Sarah returned from church before lunch which she ate in her quarters whilst he laboured over a tin of soup. After lunch she slept, as did he, but after that she came to him on the veranda. She
still wore her church uniform and carried her bible. He thought for a moment that he was to be subjected to a conversion attempt or ticked off for not having been to church.

‘Are you going to church again, Sarah?’

‘Yes, massa, and again this evening.’

She looked solemn. He waited for the criticism.

‘Massa, I have a man called Harold.’

He nodded, waiting for more. She waited for him. ‘Your husband?’

‘He is’ – she moved her shoulders awkwardly without taking her eyes from him – ‘the father of my children.’

‘Ah, yes. And his name is Harold.’

‘Yes, massa.’ She became more confident and went on to explain that although Harold worked in a Battenburg mental hospital he was not allowed to spend the night with her because he
had no permit to stay in the northern suburbs. She had no permit to stay in his area. With repeated promises of discretion, she asked if he could surreptitiously spend the occasional night with
her. He was a quiet man, not drunk, and would leave his car round the back of the garage and out of sight from the road. Mr Whelk had allowed him to do that.

Patrick agreed. She clasped her bible in both hands and thanked him effusively.

He invited her to sit.

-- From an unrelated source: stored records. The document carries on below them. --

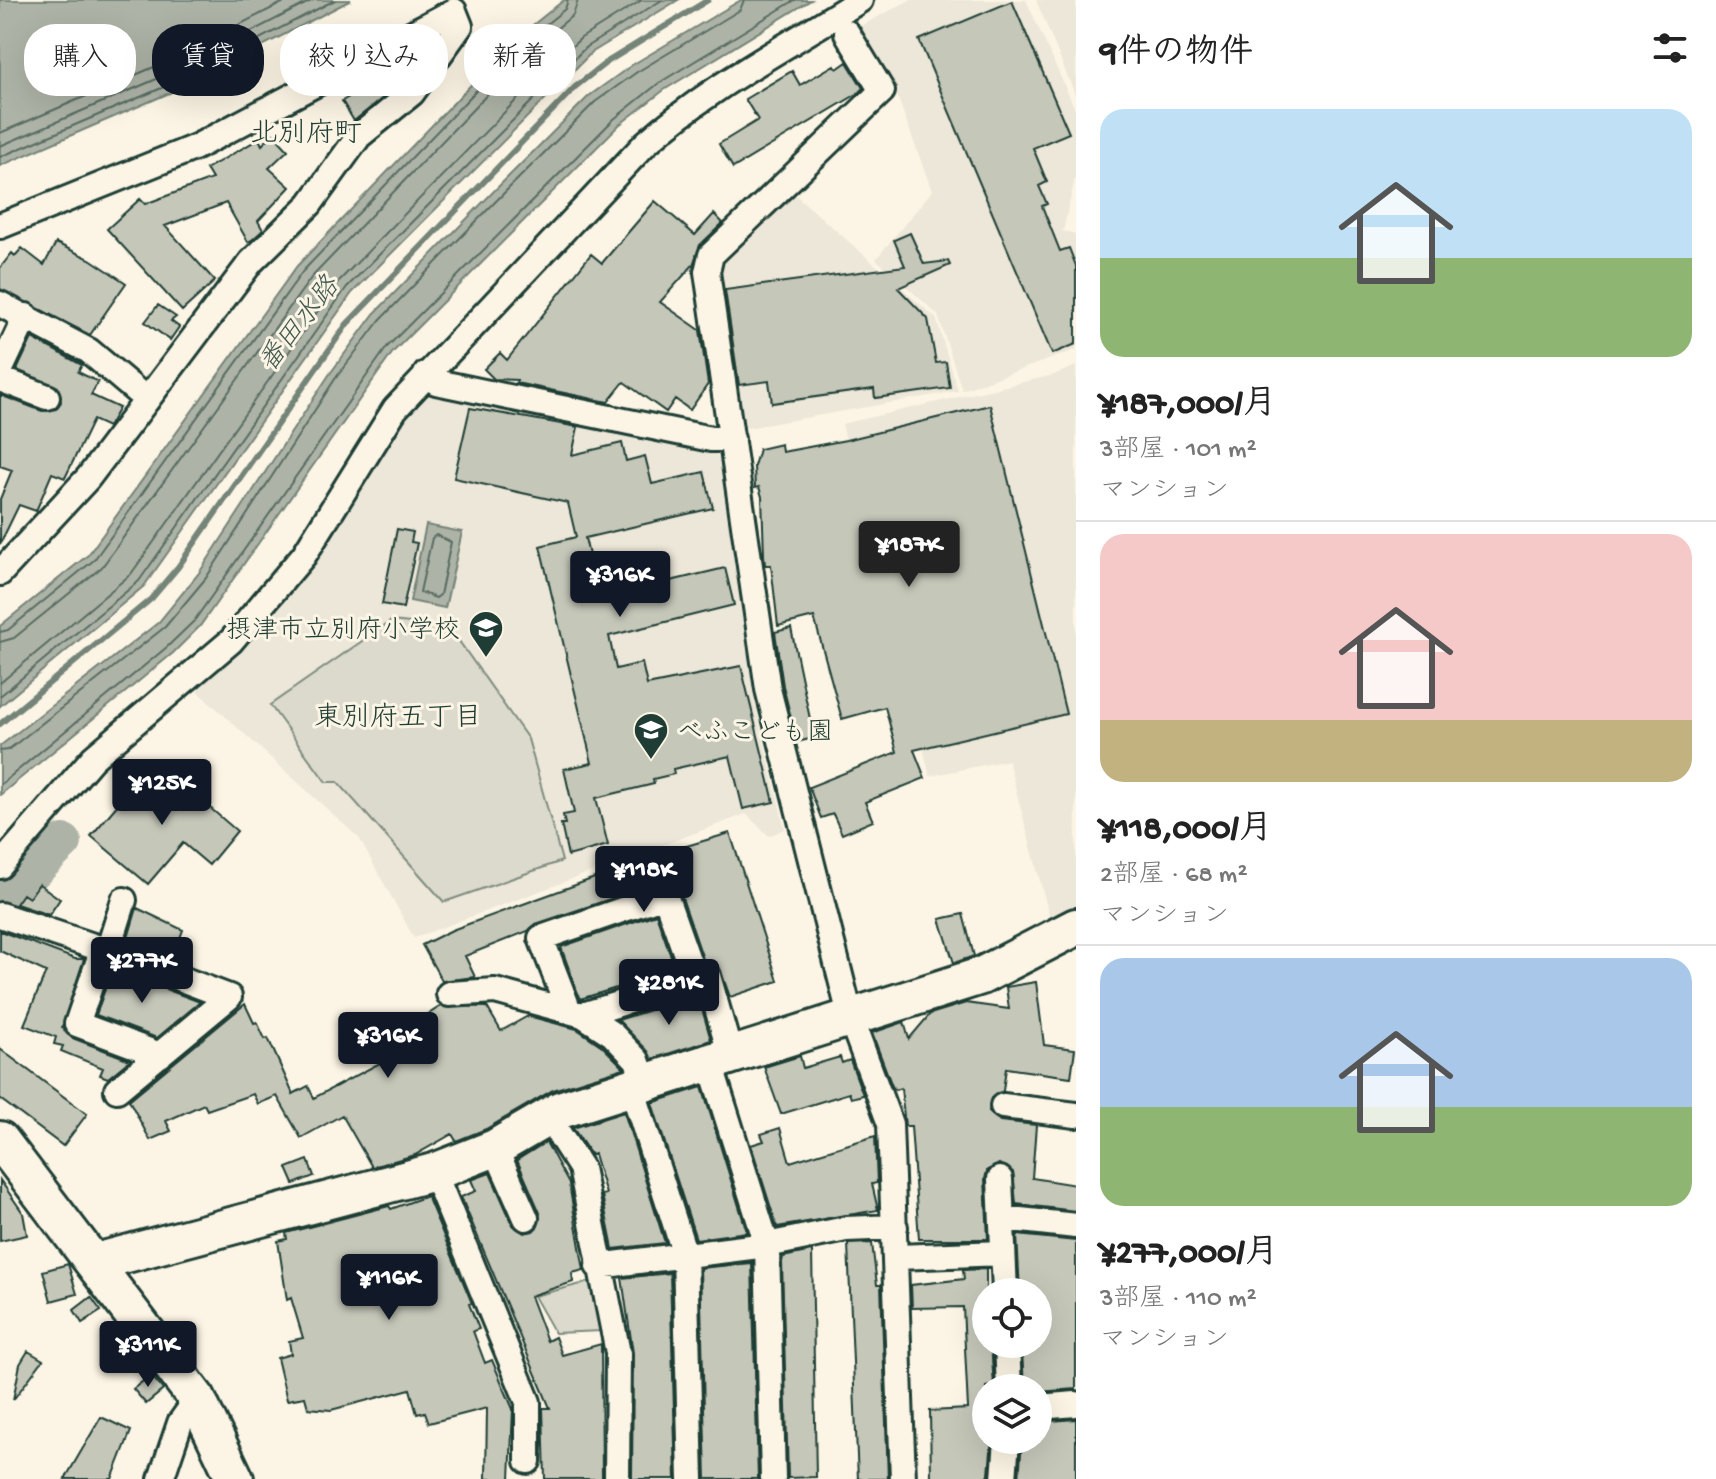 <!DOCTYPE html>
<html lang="ja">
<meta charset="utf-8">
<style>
:root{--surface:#fff;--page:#f2f2f2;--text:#222;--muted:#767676;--line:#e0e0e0;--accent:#111827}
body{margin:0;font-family:"Gochi Hand","Klee One",sans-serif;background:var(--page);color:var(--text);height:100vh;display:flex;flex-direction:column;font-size:30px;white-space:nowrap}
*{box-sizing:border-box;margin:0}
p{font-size:26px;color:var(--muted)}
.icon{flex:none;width:44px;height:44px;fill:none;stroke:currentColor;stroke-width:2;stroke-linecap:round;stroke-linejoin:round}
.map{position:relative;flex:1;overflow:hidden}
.details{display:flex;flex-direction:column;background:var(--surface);width:640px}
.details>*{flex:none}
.banner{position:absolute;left:24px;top:24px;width:760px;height:72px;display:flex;gap:16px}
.tools{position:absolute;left:972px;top:1278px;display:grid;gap:16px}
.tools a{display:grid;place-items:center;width:80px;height:80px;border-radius:50%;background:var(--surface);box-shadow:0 8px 32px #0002;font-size:40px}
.price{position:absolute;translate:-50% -68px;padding:0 18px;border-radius:8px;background:var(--accent);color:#fff;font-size:26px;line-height:52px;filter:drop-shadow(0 2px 4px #0008)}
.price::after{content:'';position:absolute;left:50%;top:48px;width:24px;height:18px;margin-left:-12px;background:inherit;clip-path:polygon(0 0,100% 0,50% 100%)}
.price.active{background:#222;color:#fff}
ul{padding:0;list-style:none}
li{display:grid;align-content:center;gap:16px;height:424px;padding:0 24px}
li+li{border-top:2px solid var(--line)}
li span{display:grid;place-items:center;height:248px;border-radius:24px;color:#555}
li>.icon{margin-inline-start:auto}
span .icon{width:144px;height:144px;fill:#fffc;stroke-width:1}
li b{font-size:34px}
h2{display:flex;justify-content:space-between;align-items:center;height:96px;padding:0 24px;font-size:34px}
.pill{padding:0 28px;border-radius:32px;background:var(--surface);box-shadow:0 8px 32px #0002;font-size:28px;line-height:72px}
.pill.active{background:var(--accent);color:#fff}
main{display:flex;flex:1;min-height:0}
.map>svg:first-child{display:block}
</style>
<main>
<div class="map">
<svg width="1076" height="1479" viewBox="0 0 1076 1479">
<rect width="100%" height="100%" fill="#fcf5e5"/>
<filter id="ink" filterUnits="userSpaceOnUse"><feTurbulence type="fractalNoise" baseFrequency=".0125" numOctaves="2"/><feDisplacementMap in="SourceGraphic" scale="16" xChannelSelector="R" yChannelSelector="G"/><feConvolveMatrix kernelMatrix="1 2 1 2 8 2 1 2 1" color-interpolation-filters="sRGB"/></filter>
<g filter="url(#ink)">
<!-- built -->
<path fill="#ece7d8" d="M910 0H1026L1076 111V174L1063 231 1076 234V350L962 390 938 315 876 259 932 191 896 93 853 30Z
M1036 0H1076V97Z
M792 192 936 318 958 391 748 428 740 424 716 269Z
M1076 366V908L1051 922 1008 760 930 776 842 424 1054 375Z
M433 392 712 447 720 461 757 711 785 829 769 836 746 814 414 938 359 838 195 689 253 629 409 407Z"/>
<!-- green -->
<path fill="#dcdacc" stroke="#7e8c80" stroke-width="2" d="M391 621 449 627 528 739 562 861 444 902 338 782H326L270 705Z
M589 1282 601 1331 555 1333 534 1296Z"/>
<!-- water -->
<path fill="#aeb3a7" stroke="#758479" stroke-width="2" d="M0 0H351L181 88 0 166Z
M564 0H678L591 53 352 293 144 586 0 706V626L88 555 297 266 513 41Z
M741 0H811L664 90 619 125 393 352 200 626 173 653 0 795V746L159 622 199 573 329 375 374 314 494 191 589 96 632 65Z
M426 525 462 532 445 608 410 601Z"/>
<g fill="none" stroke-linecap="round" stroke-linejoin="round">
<!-- shore -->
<path stroke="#586c62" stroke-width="2" d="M0 133 168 61 288 0
M0 146 173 72 313 0
M0 157 178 81 335 0
M436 535 451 542 440 595 436 598 420 592 432 538Z
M0 632 8 630 94 560 303 271 518 47 565 9 568 0
M0 642 14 638 102 567 311 278 525 55 573 15 578 0
M0 683 131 574 340 280 540 76 581 38 642 0
M0 696 139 581 347 287 586 47 662 0
M0 751 8 750 165 627 206 578 335 379 380 320 500 197 595 102 637 72 740 10 744 0
M0 785 167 647 194 621 387 347 614 119 659 83 795 0"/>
<!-- stream -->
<path stroke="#758479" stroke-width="6" d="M0 724 151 599 178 567 347 324 575 87 607 62 708 0"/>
<!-- river -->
<path stroke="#aeb3a7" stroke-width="36" d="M0 904 64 842"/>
</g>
<!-- building -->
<path fill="#c5c7b9" stroke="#1f3d34" stroke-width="2" d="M1012 1 1069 133 1033 148 1047 182 1039 186 1047 204 1042 206 1060 251 1069 248 1076 266V344L1052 354 919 40Z
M847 62 863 88 857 94 733 168 719 144 758 120 745 99 792 71 800 85 834 65 837 69Z
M387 75 395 88 354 121 342 101Z
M273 134 288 150 269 168 290 187 258 221 263 230 252 240 248 242 226 203 165 226 215 281 182 311 107 229 140 199 145 204 212 179 206 169 259 139 262 145Z
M655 201 695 235 714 214 723 223 700 245 693 265 660 302 700 330 708 384 690 410 675 399 666 412 624 382 608 402 516 383 517 380 494 379 484 369 500 353 507 360 591 254 602 263Z
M910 233 924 264 948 261 950 265 898 288 928 319 936 363 946 362 950 388 875 398 874 389 772 403 769 381 739 385 725 290 905 266 894 240Z
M56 243 90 259 126 283 90 335 0 289V268L12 253 15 256 22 248 44 265Z
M158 305 176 317 171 321 179 327 170 340 145 322Z
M32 338 82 365 78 372 98 382 91 395 119 408 108 427 93 420 65 478 52 473 36 511 19 505 0 544V499L12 470 0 466V395L42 411 56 409 61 402 58 387 17 370Z
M990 405 1066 714 914 750 925 778 865 802 873 821 842 834 833 814 821 818 809 787 897 752 885 707 842 719 814 617 778 626 771 565H765L764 555 762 497 759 487 755 488 754 466 759 449 781 444 782 452 846 440Z
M470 408 578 427 572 455 622 443 626 461 645 456 652 484 704 472 713 508 585 538 599 598 725 568 734 605 609 636 616 669 642 663 647 685 741 666 774 802 743 809 730 756 673 769 674 774 653 779 654 784 596 798 608 845 568 856 561 824H565L563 815 574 813 564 769 592 763 540 546 576 537 568 503 454 478Z
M397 529 413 532 411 542 417 543 403 608 382 604Z
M791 628 814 738 797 742 783 686 775 632Z
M160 765 237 831 209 865 183 843 148 884 91 836 124 797 129 802Z
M730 833 778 981 730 997 719 966 704 962 679 889 667 880 536 924 528 931 465 956 475 977 442 981 422 945 452 930 663 853Z
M39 884 60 899 49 915 16 904 23 894 29 898Z
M137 908 183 930 175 951 128 938Z
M656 914 676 970 580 999 561 947Z
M963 914 974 956 954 963 940 919Z
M0 931 75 959H84L62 1027 72 1038 130 1060 108 1078 100 1075 103 1068 61 1051 63 1046 54 1044 56 1037 24 1025 46 972 0 951Z
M112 969 200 1002 157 1038 96 1015Z
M1036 982 1044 1045 1075 1049 1071 1077 1006 1068 1003 1091 991 1098 989 1111 1000 1121 1036 1125 1032 1178 1076 1185V1211L1016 1204 1013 1172 999 1164 987 1171 985 1179 988 1239H919L911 1126H905L901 1088 895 1090 892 1086 872 1033 904 1022 909 1039 930 1014 966 1003 1009 1009 1006 987Z
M698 995 711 1040 652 1059 618 1020Z
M245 1004 254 1023 257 1022 265 1039 268 1038 293 1094 308 1086 314 1098 399 1053 390 1039 441 1006 487 1007 501 1031 528 1016 577 1029 602 1046 624 1068 553 1090 486 1129 456 1141 452 1134 415 1155 372 1167 342 1115 301 1138 277 1096 258 1104 253 1094 207 1110 204 1104 166 1121 171 1131 150 1140 129 1100Z
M0 1049 87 1114 63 1146 0 1099Z
M800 1056 803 1068 840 1057 842 1063 850 1060 863 1095 851 1098 849 1093 781 1114 764 1067Z
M702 1087 747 1232 696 1239 652 1103Z
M624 1112 665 1243 613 1249 602 1195 606 1194 594 1154 591 1155 573 1128Z
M780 1128 790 1162 875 1136 877 1183 872 1184 878 1210 777 1227 751 1145 764 1141 761 1134Z
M546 1142 569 1184 584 1270 572 1273 573 1282 530 1296 547 1341 555 1337 562 1355 601 1344 602 1479H545L543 1408H550L461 1197 476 1191 471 1180 490 1173 513 1225 524 1233 533 1231 538 1226 540 1213 517 1160Z
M308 1160 314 1176 294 1184 287 1168Z
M0 1180 23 1213 27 1235 0 1241Z
M427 1196 472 1303 469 1304 479 1329 473 1331 485 1363 492 1360 513 1409 510 1479H486L487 1408 429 1423 425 1412 417 1414 410 1389 331 1410 308 1408 305 1397 287 1400 277 1358 291 1354 289 1341 303 1338 291 1298 287 1300 278 1241 287 1239 286 1233 389 1206 391 1209Z
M1017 1235 1076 1241V1389L1038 1392V1388H1024L1022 1350H1033V1344H1038V1292H1020Z
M872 1243 877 1285H881L888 1479H858L848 1244Z
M812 1251 816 1477 788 1478 782 1262 783 1257Z
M752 1263 758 1479H706L700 1268Z
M68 1264 77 1294 51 1301 43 1271Z
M986 1269V1344H991L994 1386 986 1387V1440H992L989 1474 987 1479H931L930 1411 968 1409 963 1307 912 1308 911 1285 964 1279 963 1270Z
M670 1273 676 1479H632L633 1353 622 1278Z
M91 1297 101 1311 82 1323 74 1310Z
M28 1351 43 1360 13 1400 20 1364Z
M151 1375 163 1390 146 1404 133 1389Z
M101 1417 131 1431 112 1479H65Z
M1076 1419V1479H1019L1022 1440H1038V1422Z"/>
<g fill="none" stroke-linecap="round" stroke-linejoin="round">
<defs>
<path id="street" d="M847 33 882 91 711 255 707 272 768 689 851 1019 890 1124 903 1479
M0 226 196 147 454 11 460 26 412 93 359 136 310 204 251 262 88 478 0 573
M0 304 89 351 147 400
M0 371 26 316
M426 374 436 382 711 439H732
M0 379 47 397
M0 866 93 758 231 641 304 555 395 409 646 143C713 84 786 48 860 0
M124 900 108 951 100 957 77 1024 160 1055
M0 915 108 951 229 997 117 1090
M449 994 495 991 583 1015 612 1034 637 1060 645 1084
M569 1011 541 938 665 895 695 980
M583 1015 708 976 731 1057
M710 1063 767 1245 773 1479
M632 1088 685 1255 691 1479
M1003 1106 1076 1115
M548 1117 581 1168 618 1353 617 1479
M495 1148 526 1218
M434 1172 528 1402V1461
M1000 1179 1005 1292
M1002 1218 1076 1226
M897 1257 1003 1253
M598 1266 767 1245 846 1229 895 1227
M1007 1344 1009 1388
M1038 1407 1076 1404
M161 1479 180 1423 197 1399
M1004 1479 1007 1440"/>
<path id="secondary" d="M0 1140 197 1399 235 1479
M96 1262 434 1172 495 1148 560 1110 981 976 1076 927"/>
</defs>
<!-- street casing -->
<use href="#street" stroke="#1f3d34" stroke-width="30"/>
<!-- secondary casing -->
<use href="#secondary" stroke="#1f3d34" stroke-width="42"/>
<!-- street -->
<use href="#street" stroke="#fcf5e5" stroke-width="24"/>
<!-- secondary -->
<use href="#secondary" stroke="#fcf5e5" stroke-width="36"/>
</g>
</g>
<!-- icons -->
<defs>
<symbol id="school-pin" viewBox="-11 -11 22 30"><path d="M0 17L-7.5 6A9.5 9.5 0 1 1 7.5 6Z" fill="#1f3d34" stroke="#fcf5e5"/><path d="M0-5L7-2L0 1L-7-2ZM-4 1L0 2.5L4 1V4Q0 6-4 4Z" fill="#fff"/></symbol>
</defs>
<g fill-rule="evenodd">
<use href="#school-pin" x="466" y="608" width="40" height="54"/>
<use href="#school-pin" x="631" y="710" width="40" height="54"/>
</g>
<g text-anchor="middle" stroke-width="6" stroke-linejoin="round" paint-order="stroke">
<!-- poi labels -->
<g font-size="26" fill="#1f3d34" stroke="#fcf5e5" text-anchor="end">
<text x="460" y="637">摂津市立別府小学校</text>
<text x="677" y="739" text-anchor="start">べふこども園</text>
</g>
<!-- neighbourhood labels -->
<g font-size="28" fill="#1f3d34" stroke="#fcf5e5">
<text x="306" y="141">北別府町</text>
<text x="398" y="725">東別府五丁目</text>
</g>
<!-- water labels -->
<g font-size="28" font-style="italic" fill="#435a51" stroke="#fcf5e5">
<text transform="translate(297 323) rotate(-52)" y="10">番田水路</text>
</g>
</g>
</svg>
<div class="tools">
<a><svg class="icon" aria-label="locate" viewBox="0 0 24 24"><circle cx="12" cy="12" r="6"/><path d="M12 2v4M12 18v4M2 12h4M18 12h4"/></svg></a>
<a><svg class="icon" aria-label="layers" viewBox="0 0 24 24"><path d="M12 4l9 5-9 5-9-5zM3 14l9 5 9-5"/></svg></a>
</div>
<b class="price active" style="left:909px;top:589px">¥187K</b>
<b class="price" style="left:620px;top:619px">¥316K</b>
<b class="price" style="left:162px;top:827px">¥125K</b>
<b class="price" style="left:644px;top:914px">¥118K</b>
<b class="price" style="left:142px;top:1005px">¥277K</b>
<b class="price" style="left:669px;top:1027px">¥281K</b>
<b class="price" style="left:388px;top:1080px">¥316K</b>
<b class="price" style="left:389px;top:1322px">¥116K</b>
<b class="price" style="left:148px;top:1389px">¥311K</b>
<div class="banner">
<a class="pill">購入</a>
<a class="pill active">賃貸</a>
<a class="pill">絞り込み</a>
<a class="pill">新着</a>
</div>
</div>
<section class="details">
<h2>9件の物件<svg class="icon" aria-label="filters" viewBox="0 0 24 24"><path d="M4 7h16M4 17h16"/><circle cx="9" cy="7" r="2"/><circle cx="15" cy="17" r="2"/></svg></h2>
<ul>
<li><span style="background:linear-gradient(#bfe0f5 60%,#8fb573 0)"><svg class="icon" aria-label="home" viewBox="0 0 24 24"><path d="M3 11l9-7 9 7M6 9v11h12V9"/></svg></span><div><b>¥187,000/月</b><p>3部屋 · 101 m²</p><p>マンション</p></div></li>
<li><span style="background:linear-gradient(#f6c9c9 75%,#c2b280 0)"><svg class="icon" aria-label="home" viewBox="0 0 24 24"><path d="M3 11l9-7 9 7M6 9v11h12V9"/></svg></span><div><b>¥118,000/月</b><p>2部屋 · 68 m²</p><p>マンション</p></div></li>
<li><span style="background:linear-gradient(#a9c7e8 60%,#8fb573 0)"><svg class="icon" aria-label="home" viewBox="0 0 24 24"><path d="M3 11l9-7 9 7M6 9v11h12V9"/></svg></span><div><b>¥277,000/月</b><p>3部屋 · 110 m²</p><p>マンション</p></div></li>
</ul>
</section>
</main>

After a brief hesitation she sat carefully on the edge of one of the wickerwork chairs. ‘Do you think it is bad that you can’t spend the night together
whenever you like?’ he asked.

She frowned. ‘Bad, massa?’

‘Wrong, not right. Do you dislike it?’

She opened her eyes wide. ‘No, no, not bad. To be every night with a man, that is bad. When you are young maybe is all right but when you are older’ – she closed her eyes and
shook her head, smiling – ‘when you are older once every two, three weeks maybe is enough. Anyway, he is a lazy man. Every time I have to do his washing and he never go to church,
never.’

‘Do you ask him to go?’

‘Yes, but he sleep, always he sleep. He say he is too tired and will go next week. He is lazy man.’

She laughed and he noticed for the first time that one of her teeth was missing. He could not understand how he had not noticed it before and thereafter never saw her laugh without wondering how
he could have missed it. She went to church that afternoon and went again, as she had said, that evening.

It was also evening when he rang Joanna, his now customary glass of wine by the telephone. She sounded friendly and relaxed and began by apologising. Jim was there when he rang before. They were
having a sort of row and it was a bit awkward. Patrick apologised without meaning it and, encouraged by her manner, suggested dinner rather than lunch. She agreed.

‘Did Jim know it was me?’ he asked.

‘Yes. Well, he asked who it was and I told him.’

‘Did he mind?’

‘I don’t know. He didn’t say much. Perhaps he did. I was just glad of the silence.’ She laughed and he imagined her turning her head and pushing back her hair.

He put the phone down, his feet up and poured himself another glass. With effortless accuracy he tossed the empty bottle into the wastepaper basket and described Joanna to Snap.

8

T
he telegram was addressed to the British Ambassador and marked Personal. It read: FUNDS LOW STOP NO COMMS LONDON STOP SEND MONEY HOTEL STOP
PROGRESS SOON STOP MACKENZIE END. It had been sent from a well-known hotel on the coast. Sir Wilfrid pushed it into Patrick’s hand as staff gathered for the ambassador’s weekly
meeting.

‘Come to my room afterwards,’ he murmured.

During the meeting Sir Wilfrid sat at the head of a long table with everyone else ranged along it in order of consequence. There was an empty place next to him where the counsellor, who was on
mid-tour leave, normally sat. On the other side and slightly lower was Clifford, next to him Philip. Opposite Philip sat the defence attaché and next to him the commercial officer. At the
far end of the table there was a silent jockeying for position between the security officer, the senior registry clerk, Miss Teale, the press officer and the commercial officer’s assistant.
The British Council representative who was always invited through either courtesy or habit sat on a chair at one side as if to preserve his political virginity. Patrick sat next to Philip.